Three philosophers who share this belief, yet approach the issue from unique vantage points, are Jean-François Lyotard, Luce Irigaray and Peter Sloterdijk. Lyotard sees two aspects of the human condition which he refers to as human and inhuman. It is the oscillation between these two modes that keep human creativity in balance while maintaining our unique subjectivity. Lyotard criticizes humanism for its emphasis on rational human autonomy which suppresses our silent, irrational inhuman side. Luce Irigaray, reproaches the patriarchal focus of Western Metaphysics which has limited human subjectivity and in turn, limited human potential. Irigaray believes a way to regain this balance is by emphasizing our core differences, including our sexuate identity. Finally, Peter Sloterdijk believes that society developed the constructs of work and duty to counteract the rise of subjectivity in the 18th century. Like Lyotard and Irigaray, Sloterdijk doesn’t reject our current conditions, he proposes a fusion between the real and the singular through disengaged generosity. In this essay I will analyze and interweave these concepts and apply them to a work of art titled, Dawn and Gemma Temple, by Caledonia Curry also known as Swoon. I will argue how the unproductive experience of the sublime through art, provides a higher form of utility that balances human objectivity and subjectivity.
Jean-François Lyotard was a contemporary French sociologist and philosopher who criticizes humanism and our scientifically focused society. Humanism, according to Lyotard, celebrates human autonomy and ingenuity but overlooks our secret nature, which is still present in the indetermination of childhood (Lyotard, 7). He further suggests that humanism is driving our obsession with enhancing ourselves, even to the point of cybernetics (Lyotard, 5). To prove this, he produces a thought experiment that involves the death of the sun. The question he asks is this, “Can thought go on without a body?” (Lyotard, 14). The answer is no. The body and the mind are irreducibly linked, as Lyotard explains: “what makes thought and the body inseparable isn’t just that the latter is the indispensable hardware for the former, a material prerequisite of its existence…” (Lyotard, 16). Suffering in the body is linked to our unconscious self, which Lyotard believes is in dispute with our conscious reason, “We should first remember that if the name of human can and must oscillate between native indetermination and instituted or self-instituting reason, it is the same for the name of inhuman” (Lyotard, 4). In other words, there is a conflict between our silent, primordial, inhuman self and our spoken, modern human self. Art, according to Lyotard, echoing Kant, reconciles this conflict: “The sublime is not a pleasure, it is a pleasure of pain: we fail to present the absolute, and that is a displeasure, but we know that we have to present it, that the faculty of feeling or imagining is called on to bring about the sensible (the image)” (Lyotard, 126). That is to say, art, in its attempt to render the sublime, illustrates the tension between the two conditions of Lyotard’s ‘Inhuman’, it is this conflict where we brush against the essence of our humanity. The goal of humanism, according to Lyotard, is to master the world and create stability by confining and defining the world. This striving for stability is what arrests creativity which is a result of the oscillation between the two human and inhuman sides of our being.

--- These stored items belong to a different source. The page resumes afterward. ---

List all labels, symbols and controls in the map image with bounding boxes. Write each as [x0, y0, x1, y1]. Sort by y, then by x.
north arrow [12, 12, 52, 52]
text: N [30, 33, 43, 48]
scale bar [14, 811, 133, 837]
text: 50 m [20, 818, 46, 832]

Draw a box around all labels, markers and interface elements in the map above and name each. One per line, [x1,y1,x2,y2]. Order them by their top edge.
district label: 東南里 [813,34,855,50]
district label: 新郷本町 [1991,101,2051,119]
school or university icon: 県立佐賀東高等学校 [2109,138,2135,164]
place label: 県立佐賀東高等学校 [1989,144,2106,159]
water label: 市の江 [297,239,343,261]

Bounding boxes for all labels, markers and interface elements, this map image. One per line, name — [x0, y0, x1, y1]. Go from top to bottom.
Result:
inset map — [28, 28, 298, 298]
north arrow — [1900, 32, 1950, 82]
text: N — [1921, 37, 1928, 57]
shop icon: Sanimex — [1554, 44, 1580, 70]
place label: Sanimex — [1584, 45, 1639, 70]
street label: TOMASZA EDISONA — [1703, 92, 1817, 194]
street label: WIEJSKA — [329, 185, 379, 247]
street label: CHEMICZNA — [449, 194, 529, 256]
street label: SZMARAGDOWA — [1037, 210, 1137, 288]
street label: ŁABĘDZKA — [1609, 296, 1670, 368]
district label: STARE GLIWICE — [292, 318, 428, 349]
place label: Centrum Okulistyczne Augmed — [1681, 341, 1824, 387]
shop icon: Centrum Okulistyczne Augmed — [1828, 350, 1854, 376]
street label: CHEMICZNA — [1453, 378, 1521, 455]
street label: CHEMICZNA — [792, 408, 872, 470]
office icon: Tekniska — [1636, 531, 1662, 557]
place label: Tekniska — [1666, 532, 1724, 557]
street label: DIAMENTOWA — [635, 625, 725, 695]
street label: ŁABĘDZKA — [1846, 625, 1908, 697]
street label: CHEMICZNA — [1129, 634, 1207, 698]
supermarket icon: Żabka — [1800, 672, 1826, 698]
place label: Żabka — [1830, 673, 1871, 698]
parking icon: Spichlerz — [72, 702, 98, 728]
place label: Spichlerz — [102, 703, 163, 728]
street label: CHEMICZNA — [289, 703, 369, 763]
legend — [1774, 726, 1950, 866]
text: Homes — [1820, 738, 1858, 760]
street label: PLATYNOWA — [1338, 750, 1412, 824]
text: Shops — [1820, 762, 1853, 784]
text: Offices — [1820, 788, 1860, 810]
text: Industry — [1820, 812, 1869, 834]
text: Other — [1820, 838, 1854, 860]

The conflict between our humans and inhuman nature, can be directly experienced in the sublime response to works of art. Caledonia Curry, also known as Swoon, is an American street artist, installation artist and film maker. Her work titled Dawn and Gemma Temple, 2014 (Figure 1) is a sculpture that was on display at the Taubman Museum of Art from November 2023 to March 2024. The sculpture is composed of Swoon’s signature linoleum block relief prints on cut paper, arranged around a wooden structure to create a small temple, complete with bench seating on the inside. The work includes an image of Curry’s childhood friend Dawn, nursing her new child Gemma. On the left and right of the entrance to the temple are two mirrored images of an earlier work titled Memento Mori depicting Swoon Mother both as a young mother holding Swoon and a larger portrait as she is dying of Cancer. For context, Swoon’s parents were addicts who provided a childhood filled with neglect and abuse. Dawn and Gemma Temple, presents the confrontation between natality/nurturing and mortality/neglect. Both extremes are impossible to fully comprehend, providing an impetus for a sublime experience. Our human imagination becomes overwhelmed by the profundity of the artwork while our human reason attempts to develop a concept to contain it. It is in this moment that we are truly human, caught between humility and empowerment.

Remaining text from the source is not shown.